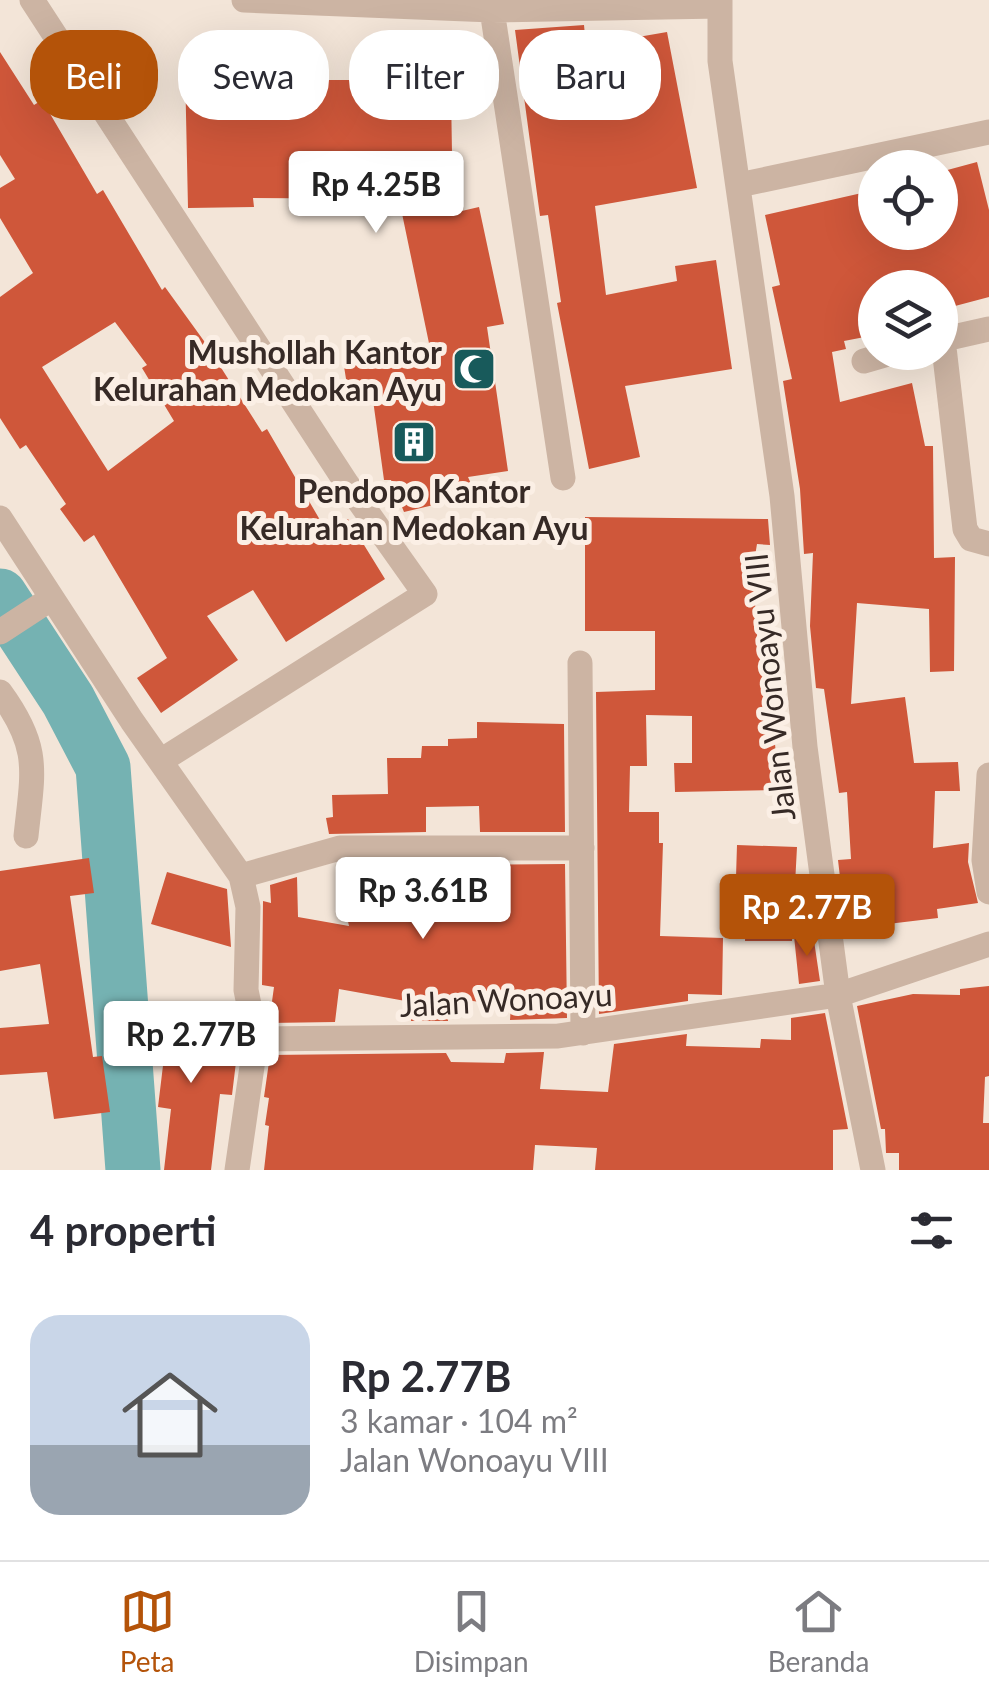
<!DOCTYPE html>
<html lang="id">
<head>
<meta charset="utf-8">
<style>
	body { margin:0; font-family:Lato,sans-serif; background:#f2f2f3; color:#2b2b33; height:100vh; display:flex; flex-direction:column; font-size:38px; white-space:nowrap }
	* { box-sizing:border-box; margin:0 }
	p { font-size:32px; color:#7c7c81 }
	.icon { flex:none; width:55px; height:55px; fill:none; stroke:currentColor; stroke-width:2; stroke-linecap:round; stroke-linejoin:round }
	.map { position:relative; height:1170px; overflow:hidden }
	.panel { display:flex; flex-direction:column; background:#fff; flex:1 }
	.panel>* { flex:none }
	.guide { position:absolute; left:30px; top:30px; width:930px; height:90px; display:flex; gap:20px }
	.buttons { position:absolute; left:858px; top:150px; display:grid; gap:20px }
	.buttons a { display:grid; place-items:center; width:100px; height:100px; border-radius:50%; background:#fff; box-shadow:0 10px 40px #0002; font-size:50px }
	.price { position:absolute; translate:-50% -85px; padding:0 22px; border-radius:10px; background:#fff; color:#222; font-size:32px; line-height:65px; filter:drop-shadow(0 2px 5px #0008) }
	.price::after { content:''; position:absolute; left:50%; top:60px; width:30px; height:22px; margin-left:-15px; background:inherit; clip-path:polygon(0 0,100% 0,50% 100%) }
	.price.selected { background:#b45309; color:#fff }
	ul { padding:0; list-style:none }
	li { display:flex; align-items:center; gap:30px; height:250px; padding:0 30px }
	li span { display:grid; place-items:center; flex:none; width:280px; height:200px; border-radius:30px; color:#555 }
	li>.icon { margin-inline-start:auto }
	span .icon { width:120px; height:120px; fill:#fffc; stroke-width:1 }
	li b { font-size:42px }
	h2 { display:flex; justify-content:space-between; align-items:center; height:120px; padding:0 30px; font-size:42px }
	.tag { padding:0 35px; border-radius:40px; background:#fff; box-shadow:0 10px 40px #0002; font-size:35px; line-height:90px }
	.tag.selected { background:#b45309; color:#fff }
	.menu { display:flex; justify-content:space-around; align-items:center; height:140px; border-top:2px solid #e1e1e2; background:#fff; font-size:28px; color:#7c7c81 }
	.menu a { display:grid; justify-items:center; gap:5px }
	.menu .selected { color:#b45309 }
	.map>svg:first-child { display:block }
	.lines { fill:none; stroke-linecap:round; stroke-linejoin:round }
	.river { stroke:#75b2b2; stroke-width:55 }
	.building { fill:#cf573a; fill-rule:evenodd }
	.minor { stroke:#ccb4a3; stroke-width:25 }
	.labels { text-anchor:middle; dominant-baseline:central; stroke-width:10; stroke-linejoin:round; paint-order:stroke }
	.poi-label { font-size:32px; font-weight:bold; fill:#362a26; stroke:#fbefe5; text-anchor:end }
	.street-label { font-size:32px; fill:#362a26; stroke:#fbefe5 }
</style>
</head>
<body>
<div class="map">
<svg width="989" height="1170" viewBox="0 0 989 1170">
	<rect width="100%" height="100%" fill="#f3e5d8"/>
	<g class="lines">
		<path class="river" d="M0,596l68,104 35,67 30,403"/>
	</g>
	<path class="building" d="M584,25l2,21 81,-14 30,156 -102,18 11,89 71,-14 -2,-15 41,-6 16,109 -107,17 15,71 -51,12 -32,-166 4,-1 -13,-87 -8,1 -25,-186z
		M450,33l3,180 26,-6 25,117 -17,3 21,144 -40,6 8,18 -72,17 -13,-32h-7l-11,-80 -23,4 -7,-44 87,-12 -31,-149 -146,-1 1,9 -66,1 -3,-140 66,-2v14h122v-46z
		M0,52l34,53 8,-5 55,94 6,-4 59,100 3,-3 39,54 58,91 5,-3 60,103 21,-13 37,60 -99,63 -33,-52 -46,26 31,44 -77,53 -24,-35 30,-20 -73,-123 -10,7 -24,-33 6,-5 -40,-59 -6,4 -20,-31v-121l33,-24 -33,-55v-30l15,-9 -15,-24zM115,322l32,43 -5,3 32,53 -66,50 -66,-104z
		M977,162l12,48v87l-49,13v-22h-65v47l-31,6 2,8 -14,3 8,50 72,-19 13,63h8l1,112 21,-1 -1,114 -24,1 -1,-63 -72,-6 -6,101 54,-7 9,66 44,-1 2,29h-25l-2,57 36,-5 -1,19 10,41 -41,6 1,9 -92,11 -8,-69 13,-1 -4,-67 -8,1 -15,-104 -8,-1 -6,-62 3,-73 -9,1 -4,-65 -17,-108 9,-2 -20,-92 8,-2 -15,-70 110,-25v42h65v-60z
		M585,517l183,2 2,26 -13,-1 -4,24 4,68h22l4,51 -13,-1 9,104 -104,2 -1,-29h18v-47l-46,-1 1,51h-17l-1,46h30v31h4l-3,93 63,2 -1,57 -34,-1v7l-89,13 -3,-322 59,-2v-59h-70z
		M477,722l87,2 1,108h-85l-1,-26 -53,1v25l-97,2 -3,-16 7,-1 -1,-22 56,-1 -1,-36h34l1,-12h26v-7l29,-1z
		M737,845l60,2 -5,94h-47l3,-64h-12z
		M89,858l5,35 -24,3 23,161 9,-1 8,56 -56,7 -7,-47 -47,3v-47l49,-4 -9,-60 -40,7v-100z
		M565,864l2,154 -57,2 1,-14 -62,-8 -1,23h-37v-19l-72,-13 -4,33 -66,1 5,-36 -12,-2 1,-84 8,2 -1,-18 27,-8 1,40 51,9 -13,-60z
		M167,872l60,17 4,58 -80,-23z
		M813,934l7,47 -21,3 -5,-48z
		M989,986v90l-4,1 -2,46h6v47h-90v-17h-13l-1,-24h-4l-24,-123 56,-12 47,1v-6z
		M159,1001l53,8 -4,29h7l-3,21 24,3 -4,33 -12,-1 -9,76h-47l7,-61 -13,-2 7,-58v-21l-10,-1z
		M825,1013l23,116 -15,1v40h-238l2,-22 -62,-3 -2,25h-269l5,-44 -4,-1 4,-27 -5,-1 6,-42 176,-2 5,9 53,1 2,-10 38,-1 -4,37 68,3 6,-48 73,-10 -1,12 74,2 1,-9 30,1v-22z"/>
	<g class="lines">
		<path class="minor" d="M32,0l315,484 78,110 -263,166
			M244,0l248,10 228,-4
			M720,0v61l62,435 23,251 33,248 35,175
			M492,10l71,468
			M739,185l250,-53
			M943,339l22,190 6,10 18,5
			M940,340l49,-11
			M864,361l31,-9
			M0,518l132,203 109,155 7,31 -2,83 10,49 -19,131
			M0,632l52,-34
			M580,663l3,370
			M0,692c41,56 33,78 26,144
			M989,775l-5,85 5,32
			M241,876l99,-28h242
			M256,1039l302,-3 280,-41 151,-51"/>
	</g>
	<defs>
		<symbol id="mosque-square" viewBox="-11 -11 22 22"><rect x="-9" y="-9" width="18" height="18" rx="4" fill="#185a5b" stroke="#fbefe5"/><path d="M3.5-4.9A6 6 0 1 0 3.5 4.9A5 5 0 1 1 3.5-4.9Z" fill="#fff"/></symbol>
		<symbol id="building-square" viewBox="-11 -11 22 22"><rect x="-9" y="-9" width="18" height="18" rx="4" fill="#185a5b" stroke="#fbefe5"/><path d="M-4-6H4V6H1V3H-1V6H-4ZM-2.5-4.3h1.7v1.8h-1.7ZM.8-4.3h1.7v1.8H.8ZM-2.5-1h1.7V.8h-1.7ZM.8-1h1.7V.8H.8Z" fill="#fff"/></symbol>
	</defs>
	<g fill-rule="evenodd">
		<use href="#mosque-square" x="449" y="344" width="50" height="50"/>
		<use href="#building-square" x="389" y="417" width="50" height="50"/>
	</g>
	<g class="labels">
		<g class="poi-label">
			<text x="442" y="351">Mushollah Kantor<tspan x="442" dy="37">Kelurahan Medokan Ayu</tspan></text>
			<text x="414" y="490" text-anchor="middle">Pendopo Kantor<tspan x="414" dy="37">Kelurahan Medokan Ayu</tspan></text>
		</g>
		<g class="street-label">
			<text transform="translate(769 687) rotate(-96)">Jalan Wonoayu VIII</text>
			<text transform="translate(506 999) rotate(-3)">Jalan Wonoayu</text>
		</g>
	</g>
</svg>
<div class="buttons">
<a><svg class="icon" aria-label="locate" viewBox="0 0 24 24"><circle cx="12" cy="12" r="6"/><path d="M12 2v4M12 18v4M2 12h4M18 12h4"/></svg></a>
<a><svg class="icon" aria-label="layers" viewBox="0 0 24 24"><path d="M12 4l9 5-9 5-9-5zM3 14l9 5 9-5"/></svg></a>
</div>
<b class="price" style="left:376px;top:236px">Rp 4.25B</b>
<b class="price" style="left:423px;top:942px">Rp 3.61B</b>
<b class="price selected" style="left:807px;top:959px">Rp 2.77B</b>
<b class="price" style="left:191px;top:1086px">Rp 2.77B</b>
<div class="guide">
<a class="tag selected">Beli</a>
<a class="tag">Sewa</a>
<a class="tag">Filter</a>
<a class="tag">Baru</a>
</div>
</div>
<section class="panel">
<h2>4 properti<svg class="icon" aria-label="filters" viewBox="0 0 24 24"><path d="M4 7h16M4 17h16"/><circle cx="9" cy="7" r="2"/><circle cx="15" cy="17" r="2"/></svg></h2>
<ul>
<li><span style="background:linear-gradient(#c9d6e8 65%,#9aa5b1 0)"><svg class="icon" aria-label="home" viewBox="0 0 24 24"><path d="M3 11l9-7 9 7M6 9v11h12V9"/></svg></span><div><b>Rp 2.77B</b><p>3 kamar · 104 m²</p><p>Jalan Wonoayu VIII</p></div></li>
</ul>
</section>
<nav class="menu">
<a class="selected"><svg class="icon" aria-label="map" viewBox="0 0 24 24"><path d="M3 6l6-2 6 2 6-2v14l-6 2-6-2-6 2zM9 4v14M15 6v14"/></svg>Peta</a>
<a><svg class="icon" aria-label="saved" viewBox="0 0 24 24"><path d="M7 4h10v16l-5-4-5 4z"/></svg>Disimpan</a>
<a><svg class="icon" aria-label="home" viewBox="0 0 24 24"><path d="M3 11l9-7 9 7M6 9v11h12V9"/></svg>Beranda</a>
</nav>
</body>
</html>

### What the exercise asks
If a line above contains the word "linejoin", list it.

### Reply to the task
	.icon { flex:none; width:55px; height:55px; fill:none; stroke:currentColor; stroke-width:2; stroke-linecap:round; stroke-linejoin:round }
	.lines { fill:none; stroke-linecap:round; stroke-linejoin:round }
	.labels { text-anchor:middle; dominant-baseline:central; stroke-width:10; stroke-linejoin:round; paint-order:stroke }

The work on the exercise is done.